Records contained in a dataset

---------------

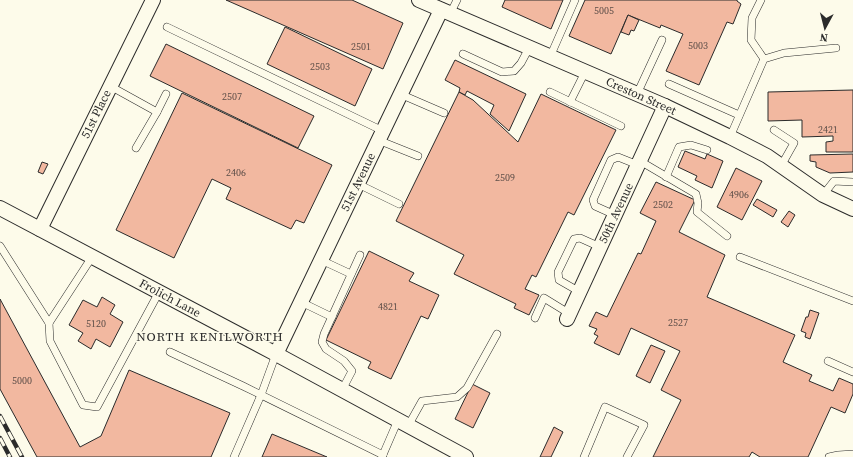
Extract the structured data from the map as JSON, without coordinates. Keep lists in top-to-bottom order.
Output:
{
  "streets": {
    "street": [
      "Creston Street",
      "51st Place",
      "51st Avenue",
      "50th Avenue",
      "Frolich Lane"
    ]
  },
  "crossings": [
    ["Creston Street", "51st Avenue"],
    ["Creston Street", "50th Avenue"],
    ["51st Place", "Frolich Lane"],
    ["51st Avenue", "Frolich Lane"]
  ],
  "districts": ["NORTH KENILWORTH"],
  "house_numbers": [
    "5005",
    "5003",
    "2501",
    "2503",
    "2507",
    "2421",
    "2406",
    "2509",
    "4906",
    "2502",
    "4821",
    "2527",
    "5120",
    "5000"
  ],
  "north": "bottom"
}
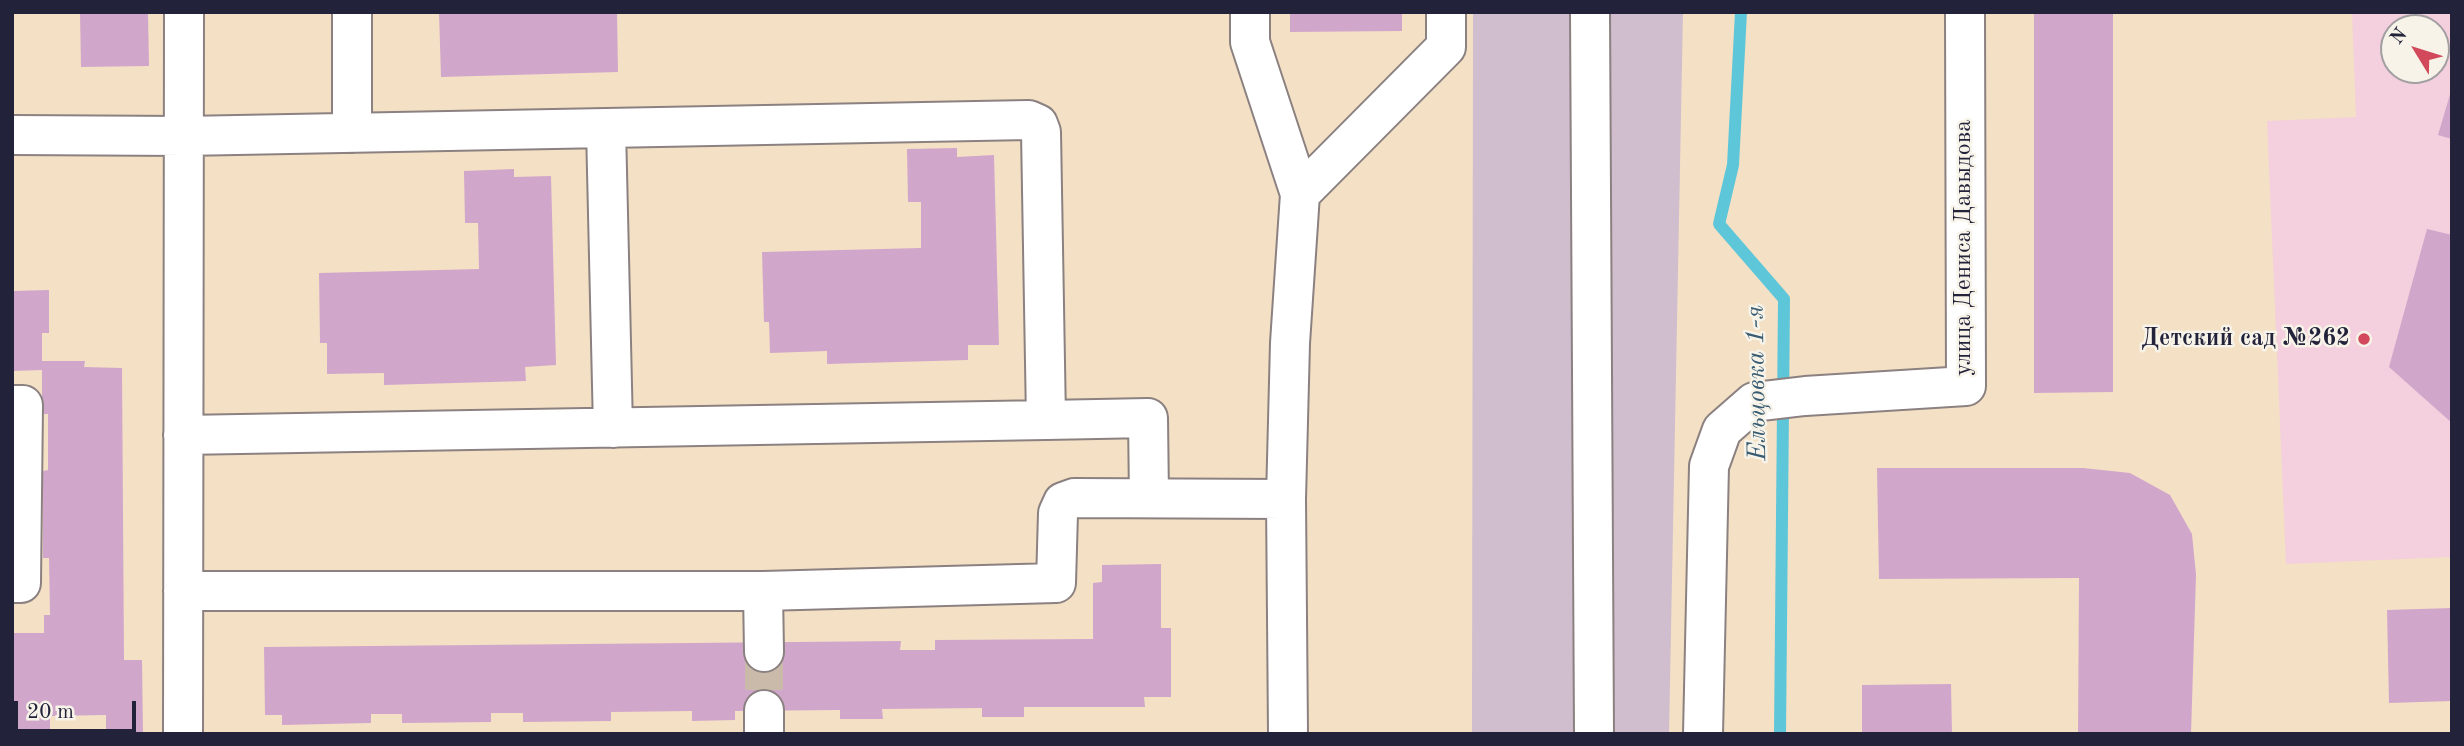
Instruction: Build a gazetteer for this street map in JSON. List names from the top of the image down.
{
  "streets": {
    "street": ["улица Дениса Давыдова"]
  },
  "water": ["Ельцовка 1-я"],
  "places": ["Детский сад №262"],
  "scale_bar": "20 m",
  "north": "top left"
}
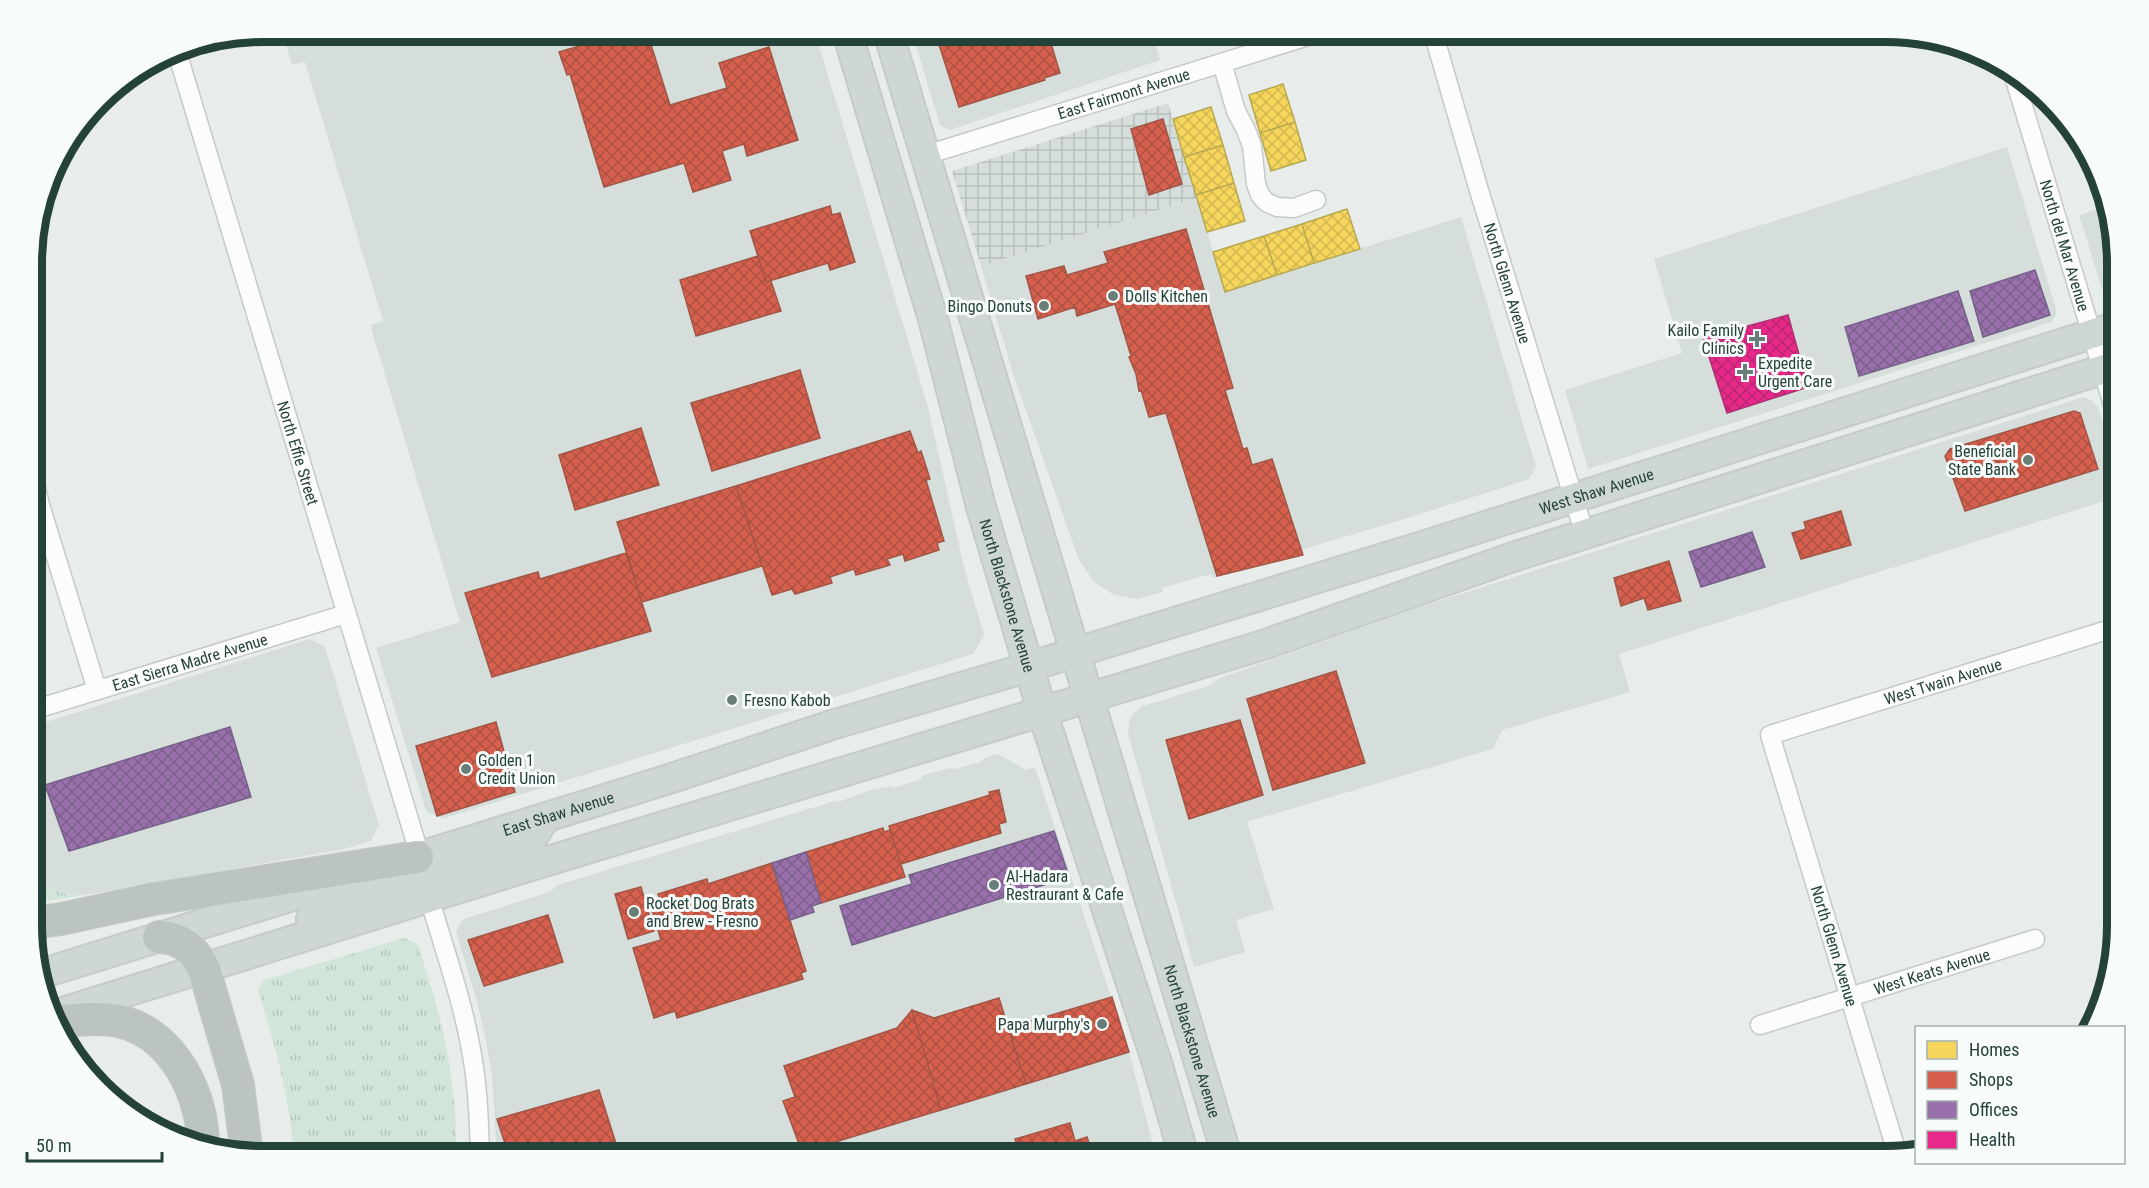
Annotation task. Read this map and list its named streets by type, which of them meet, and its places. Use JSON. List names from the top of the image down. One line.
{"streets":{"main road":["West Shaw Avenue","North Blackstone Avenue","East Shaw Avenue"],"street":["East Fairmont Avenue","North del Mar Avenue","North Glenn Avenue","North Effie Street","East Sierra Madre Avenue","West Twain Avenue","West Keats Avenue"]},"crossings":[["East Fairmont Avenue","North Blackstone Avenue"],["North del Mar Avenue","West Shaw Avenue"],["North Glenn Avenue","West Shaw Avenue"],["North Glenn Avenue","West Twain Avenue"],["North Glenn Avenue","West Keats Avenue"],["North Effie Street","East Sierra Madre Avenue"],["North Effie Street","East Shaw Avenue"],["West Shaw Avenue","North Blackstone Avenue"],["West Shaw Avenue","East Shaw Avenue"],["North Blackstone Avenue","East Shaw Avenue"]],"places":{"other":["Dolls Kitchen","Bingo Donuts","Beneficial State Bank","Fresno Kabob","Golden 1 Credit Union","Al-Hadara Restraurant & Cafe","Rocket Dog Brats and Brew - Fresno","Papa Murphy's"],"health":["Kailo Family Clinics","Expedite Urgent Care"]},"legend":["Homes","Shops","Offices","Health"],"scale_bar":"50 m"}
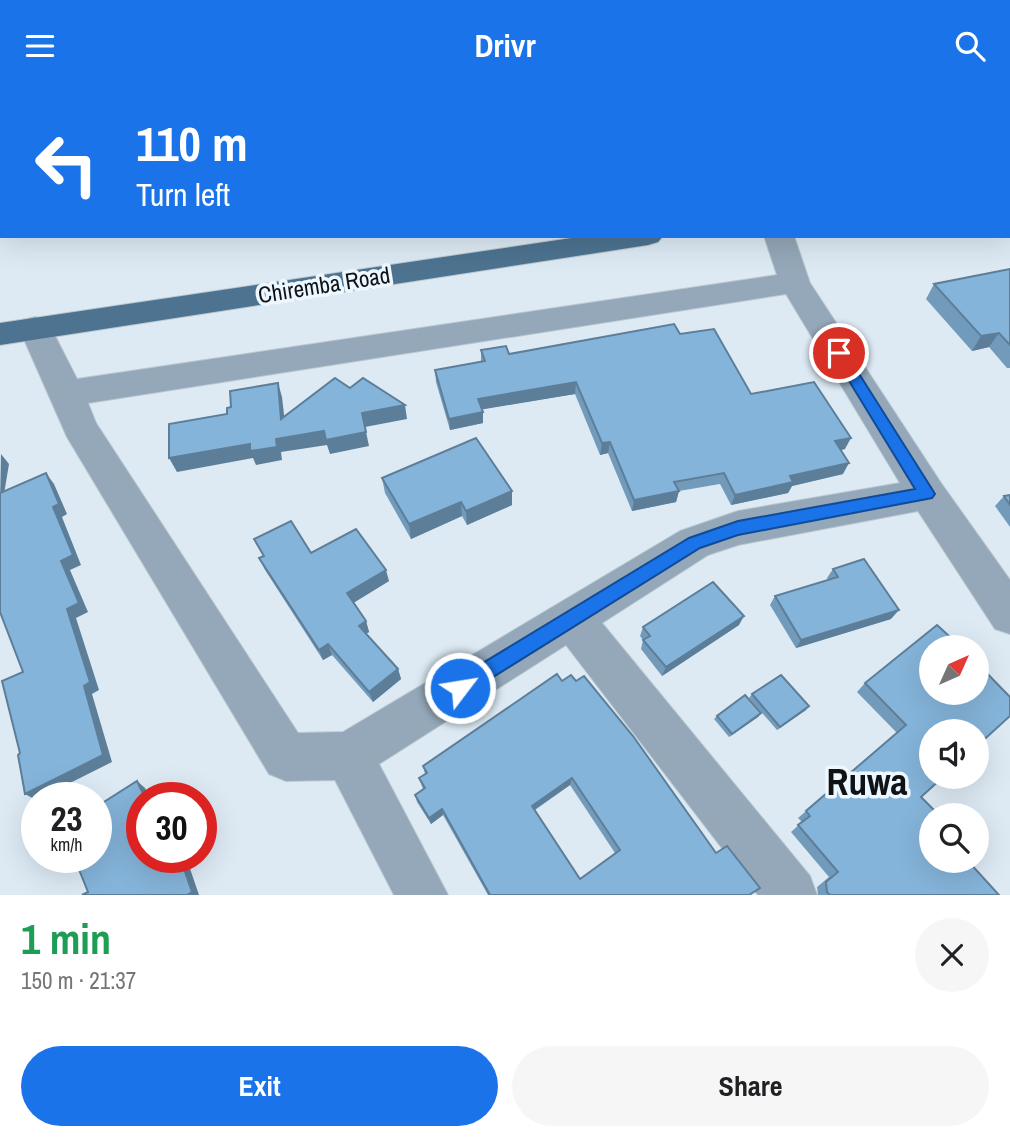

---------------

TASK DESCRIPTION: Please make an exact copy of the records, leaving out any picture.

RESPONSE:
Extract the structured data from the map as JSON, without coordinates. Keep lists in top-to-bottom order.
Output:
{
  "streets": {
    "street": [
      "Creston Street",
      "51st Place",
      "51st Avenue",
      "50th Avenue",
      "Frolich Lane"
    ]
  },
  "crossings": [
    ["Creston Street", "51st Avenue"],
    ["Creston Street", "50th Avenue"],
    ["51st Place", "Frolich Lane"],
    ["51st Avenue", "Frolich Lane"]
  ],
  "districts": ["NORTH KENILWORTH"],
  "house_numbers": [
    "5005",
    "5003",
    "2501",
    "2503",
    "2507",
    "2421",
    "2406",
    "2509",
    "4906",
    "2502",
    "4821",
    "2527",
    "5120",
    "5000"
  ],
  "north": "bottom"
}
Instruction: Build a gazetteer for this street map in JSON. List names from the top of the image down.
{
  "streets": {
    "street": ["улица Дениса Давыдова"]
  },
  "water": ["Ельцовка 1-я"],
  "places": ["Детский сад №262"],
  "scale_bar": "20 m",
  "north": "top left"
}
Annotation task. Read this map and list its named streets by type, which of them meet, and its places. Use JSON. List names from the top of the image down. One line.
{"streets":{"main road":["West Shaw Avenue","North Blackstone Avenue","East Shaw Avenue"],"street":["East Fairmont Avenue","North del Mar Avenue","North Glenn Avenue","North Effie Street","East Sierra Madre Avenue","West Twain Avenue","West Keats Avenue"]},"crossings":[["East Fairmont Avenue","North Blackstone Avenue"],["North del Mar Avenue","West Shaw Avenue"],["North Glenn Avenue","West Shaw Avenue"],["North Glenn Avenue","West Twain Avenue"],["North Glenn Avenue","West Keats Avenue"],["North Effie Street","East Sierra Madre Avenue"],["North Effie Street","East Shaw Avenue"],["West Shaw Avenue","North Blackstone Avenue"],["West Shaw Avenue","East Shaw Avenue"],["North Blackstone Avenue","East Shaw Avenue"]],"places":{"other":["Dolls Kitchen","Bingo Donuts","Beneficial State Bank","Fresno Kabob","Golden 1 Credit Union","Al-Hadara Restraurant & Cafe","Rocket Dog Brats and Brew - Fresno","Papa Murphy's"],"health":["Kailo Family Clinics","Expedite Urgent Care"]},"legend":["Homes","Shops","Offices","Health"],"scale_bar":"50 m"}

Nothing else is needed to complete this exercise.